Are Popular Web Browsers Good For Copy Protection?
The short answer is NO. Popular web browsers are absolutely useless for copy protection.
But there are copy protection services available for use with popular web browsers like Chrome, Firefox, Edge and Safari. These services are popular with many web designers and site owners but only because they are naive. Perhaps they want to believe that such solutions do work because they are afraid of not allowing normal browsers through fear of being unpopular.
For example, a comment made by one medical course administrator was that they would never use the ArtisBrowser web browser because it is not popular. Well ArtisBrowser will never be “popular” because it hasn’t been designed to download and copy everything on the Internet. In fact ArtisBrowser was designed to do just the opposite... protect web content from copy, theft and plagiarism.

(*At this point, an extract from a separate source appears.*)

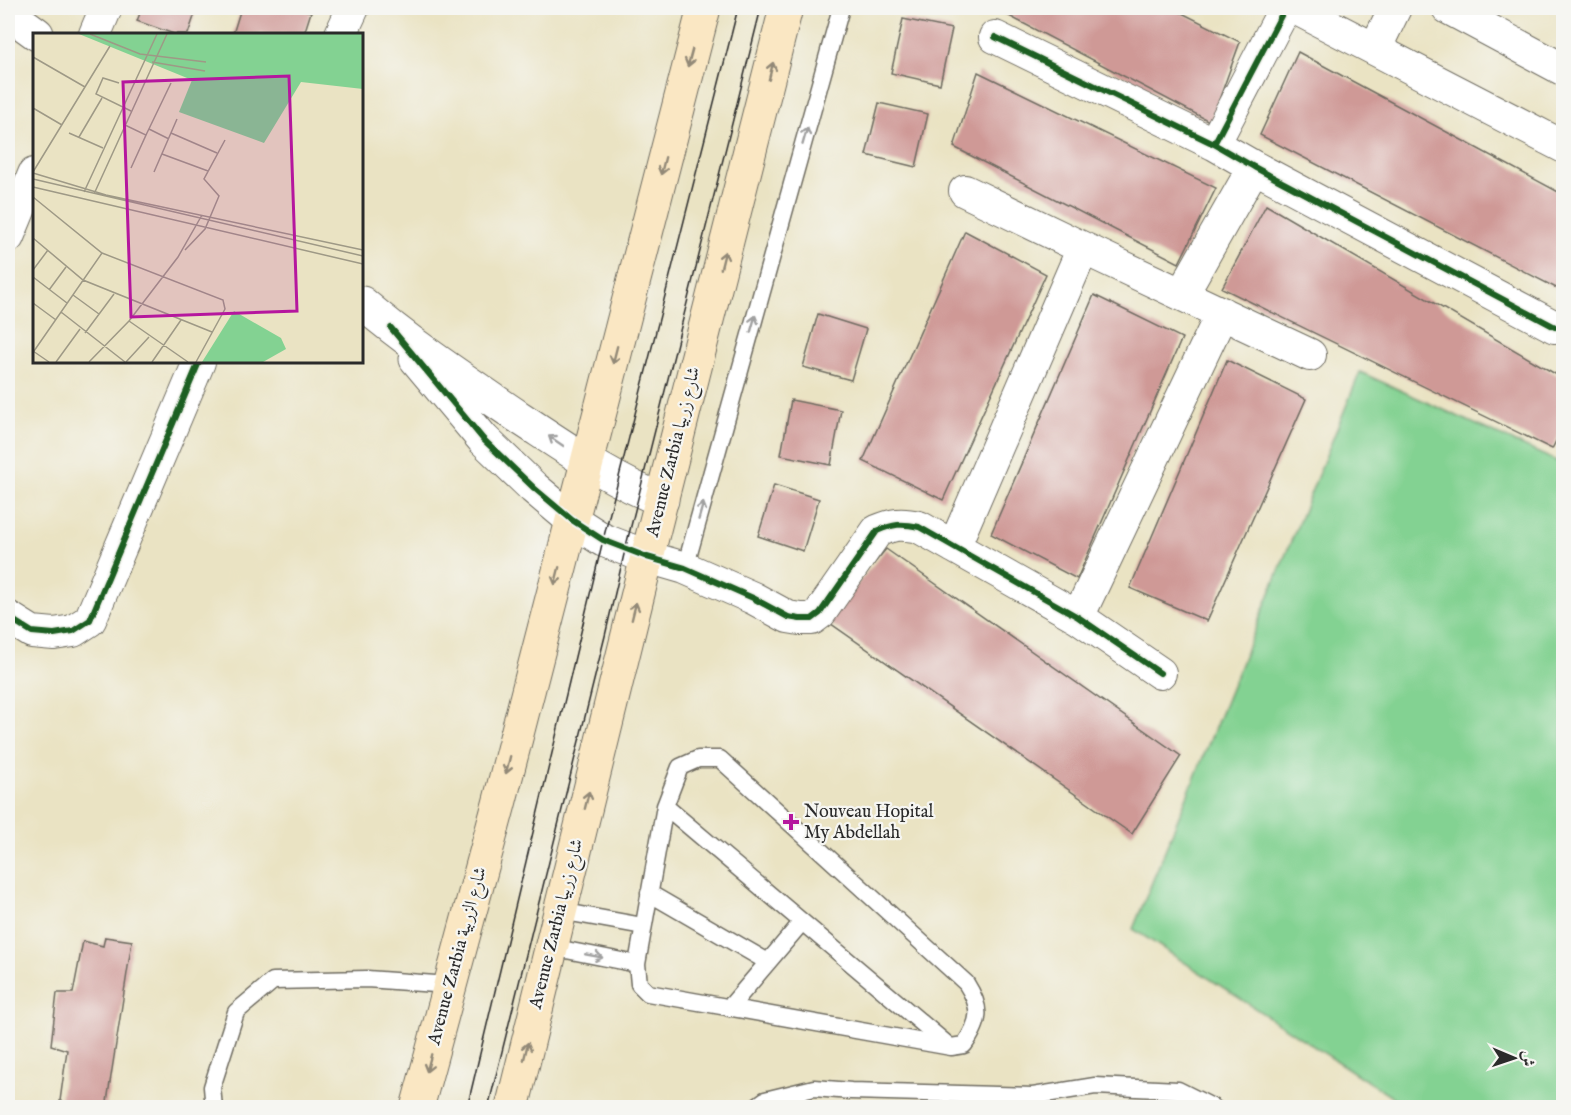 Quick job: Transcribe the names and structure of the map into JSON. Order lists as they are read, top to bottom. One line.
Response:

With popular web browsers, the reality is that while copy protection using solutions like Widevine to protect video may seem to work for the average user, that protection is superficial. Such an observation can be likened to looking at the tip of an iceberg in that while it may be safe from the first methods of copy that come to mind, it will not be safe from the many other methods of copy that are known to more experienced web users.
Popular web browsers are and will always be designed at cross purposes to copy protection because their aim is to be popular. Not only do they provide every opportunity to save, download and capture anything stored on the web, but they also provide the means to evade safeguards that may be in the way.
Let’s look at some of the many ways to copy web content:
- Save file to disk.
- Save page including all elements.
- View page source for file locations.
- Select, copy and paste by right-click mouse action.
- Screenshot by PrintScreen, Ctrl-C and other hotkeys.
- Screenshot by 100s of screen capture softwares.
- Screen recording by 100s of video capture softwares.
- Print page.
- Use printer driver for conversion to another file format or plain text.
- Password share of content protected by login.
Now suppose that all of these methods of copy can be prevented (which is impossible with popular browsers) there is still a method of evading them all, and that is by remotely viewing the desktop that is displaying the web content.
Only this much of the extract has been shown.